Program selanjutnya yang masih berjalan adalah pendidikan yang ada di Yayasan Azzikra. Saat ini ada beberapa tingkatan, mulai dari RA, MI, SMPIT, MA dan juga Muadalah.
"Khusus Muadalah adanya di Gunung Sindur," kata Khotib.

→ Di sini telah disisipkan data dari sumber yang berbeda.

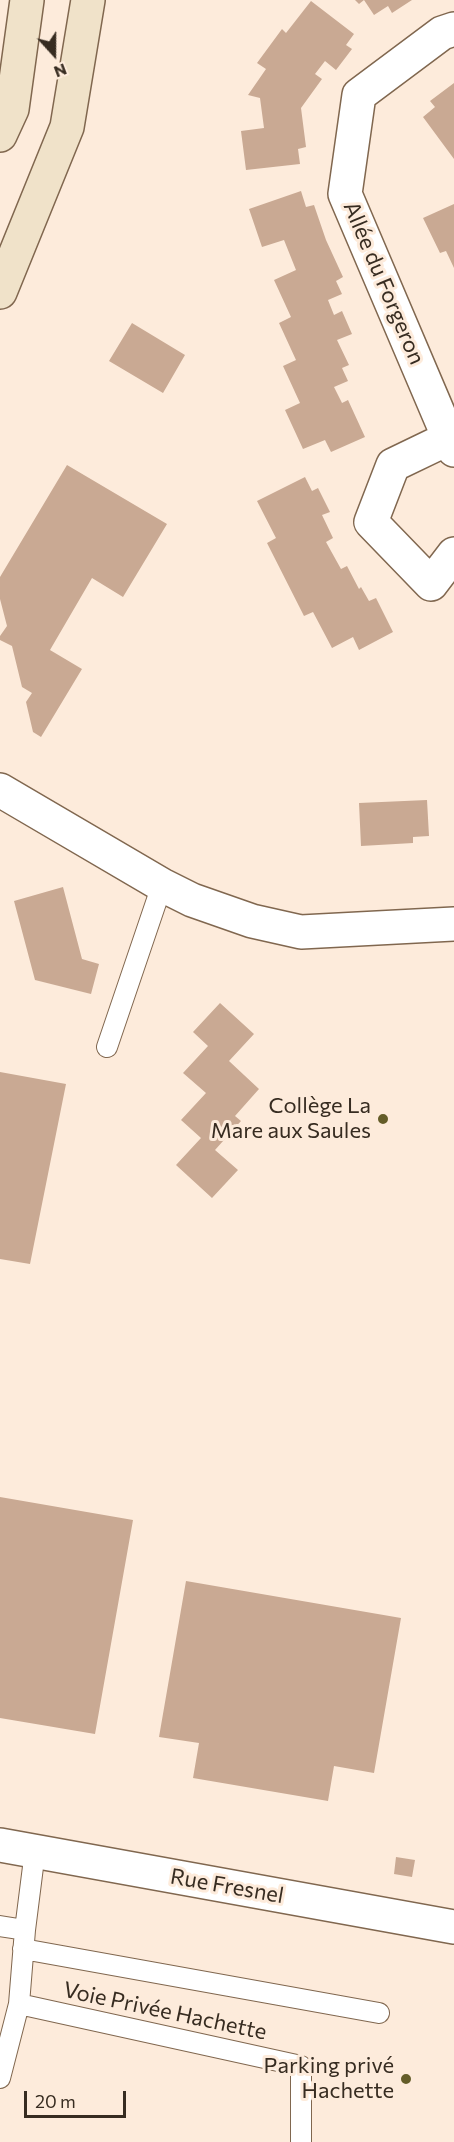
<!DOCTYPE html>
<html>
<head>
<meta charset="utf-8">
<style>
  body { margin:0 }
  #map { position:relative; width:454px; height:2142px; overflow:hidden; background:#fdebdb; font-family:Commissioner,sans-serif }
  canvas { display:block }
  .north { position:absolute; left:24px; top:24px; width:60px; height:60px; -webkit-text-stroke:4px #fdebdb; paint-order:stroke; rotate:159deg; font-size:16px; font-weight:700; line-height:24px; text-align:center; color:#372c21 }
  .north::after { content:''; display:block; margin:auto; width:21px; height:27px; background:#372c21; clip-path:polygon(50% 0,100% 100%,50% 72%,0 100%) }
  .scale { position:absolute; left:24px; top:2091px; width:102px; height:27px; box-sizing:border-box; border:3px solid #372c21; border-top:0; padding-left:8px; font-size:18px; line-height:21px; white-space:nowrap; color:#372c21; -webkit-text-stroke:4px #fdebdb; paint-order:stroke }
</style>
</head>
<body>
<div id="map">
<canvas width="454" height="2142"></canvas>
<div class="north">N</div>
<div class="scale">20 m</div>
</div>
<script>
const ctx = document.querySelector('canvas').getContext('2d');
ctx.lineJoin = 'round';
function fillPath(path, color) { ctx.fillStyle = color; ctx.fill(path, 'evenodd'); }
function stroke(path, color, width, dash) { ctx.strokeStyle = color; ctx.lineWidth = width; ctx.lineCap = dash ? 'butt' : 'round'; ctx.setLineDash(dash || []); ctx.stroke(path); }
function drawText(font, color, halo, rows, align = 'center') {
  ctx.font = font + ' Commissioner,sans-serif'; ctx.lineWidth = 6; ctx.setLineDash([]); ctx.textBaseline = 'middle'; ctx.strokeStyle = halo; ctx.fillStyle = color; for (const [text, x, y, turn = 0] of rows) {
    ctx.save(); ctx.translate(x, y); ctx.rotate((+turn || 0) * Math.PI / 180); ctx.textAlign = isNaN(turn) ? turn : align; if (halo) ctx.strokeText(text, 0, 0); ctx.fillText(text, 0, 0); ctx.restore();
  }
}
fillPath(new Path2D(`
  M355,0H412L392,13L388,6L374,15L364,0L359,4Z
  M311,1L354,34L346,45L352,49L336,70L325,61L315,74L322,79L301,108L306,147L298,149L300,164L246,170L241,131L264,128L260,98L248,95L266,69L257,63L282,29L286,33Z
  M454,83V159L423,117L435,107L430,101Z
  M301,191L306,207L314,205L326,240L343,277L336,281L342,294L328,300L334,315L342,311L352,334L337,340L349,365L342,368L348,381L334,387L342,403L348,400L365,437L331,452L325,440L303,449L285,410L300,403L283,366L296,360L279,323L291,317L274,280L296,270L284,240L262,247L249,209Z
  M454,204V268L446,251L440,253L423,218Z
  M132,323L185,355L163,393L109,361Z
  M67,465L167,524L123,597L92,578L50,650L82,669L41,737L33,732L26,702L32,693L22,687L12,646L0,640V636L7,626L0,599V577Z
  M305,477L312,491L318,488L330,512L322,515L333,538L326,542L341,569L347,566L359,589L361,587L369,601L376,598L393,632L359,650L353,637L332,648L313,612L304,616L267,543L276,538L257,501Z
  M427,800L429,836L413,837V843L361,846L359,803Z
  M63,887L82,959L99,964L91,994L35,980L14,901Z
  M220,1003L254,1034L229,1061L259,1089L235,1116L241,1121L215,1150L238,1170L212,1198L176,1165L201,1138L181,1120L206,1093L183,1073L208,1046L193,1032Z
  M0,1072L66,1084L30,1264L0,1259Z
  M0,1497L133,1520L95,1734L0,1718Z
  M186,1581L401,1618L374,1773L334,1766L328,1801L193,1778L199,1743L159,1737Z
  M396,1857L415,1860L412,1877L394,1874Z`), '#c9a993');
const lane = new Path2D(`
  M107,1047L162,885
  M0,1926L25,1930
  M23,1949L379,2013
  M19,2004L25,1930L35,1851
  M0,2078L19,2004L301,2066V2142`);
const street = new Path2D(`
  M454,29L442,33L359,95L345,194L454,450
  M449,438L393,465L371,522L431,584L454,554
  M0,790L162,885L192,900L252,921L301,932L454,924
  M0,1845L454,1927`);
const secondary = new Path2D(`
  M0,135L12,109L27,0
  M0,292L67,127L88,0`);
stroke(lane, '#80674f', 22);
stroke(street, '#80674f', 36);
stroke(secondary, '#80674f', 36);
stroke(lane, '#fff', 20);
stroke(street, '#fff', 33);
stroke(secondary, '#f0e2c9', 33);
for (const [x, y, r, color] of [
  [383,1119,6,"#645c28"],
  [406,2079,6,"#645c28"]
]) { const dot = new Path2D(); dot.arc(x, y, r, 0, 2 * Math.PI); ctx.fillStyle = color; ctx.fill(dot); stroke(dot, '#fdebdb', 2); }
drawText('22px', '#372c21', '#fdebdb', [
  ["Allée du Forgeron",384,283,67],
  ["Rue Fresnel",227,1886,10],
  ["Voie Privée Hachette",165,2011,12]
]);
drawText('22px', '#372c21', '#fdebdb', [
  ["Collège La",371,1106],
  ["Mare aux Saules",371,1131],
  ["Parking privé",394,2066],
  ["Hachette",394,2091]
], 'right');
</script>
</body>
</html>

Baca juga: Pesantren Az-Zikra Gunung Sindur, Tempat Almarhum Ameer Azzikra Menuntut IlmuMuadalah yakni pesantren yang berbasis waktu 6 tahun belajar, tidak mengikuti Kurikulum Kemdikbud (SD, SMP, SMA) atau kurikulum Kemenag (MI, MTS, MA) akan tetapi alumni Pondok Mu’adalah dapat di terima (diakui) di perguruan tinggi luar negri seperti Al Azhar, Ummul Quro’ dan sebagainya.
"Selama ini berbasis figur, sehingga ketika figur tidak ada menjadi menurun. Sekarang, ada perubahan dengan menonjolkan kurikulum yang baik." kata Khotib.
"Sekarang program unggulan yang kami tawarkan adalah program tahfiz plus 7 sunnah. Dengan harapan, santri tidak hanya menghafal Al-Qur'an, tapi dididik juga untuk bisa meneladani sunnah Nabi Muhammad SAW." tutup Khotib.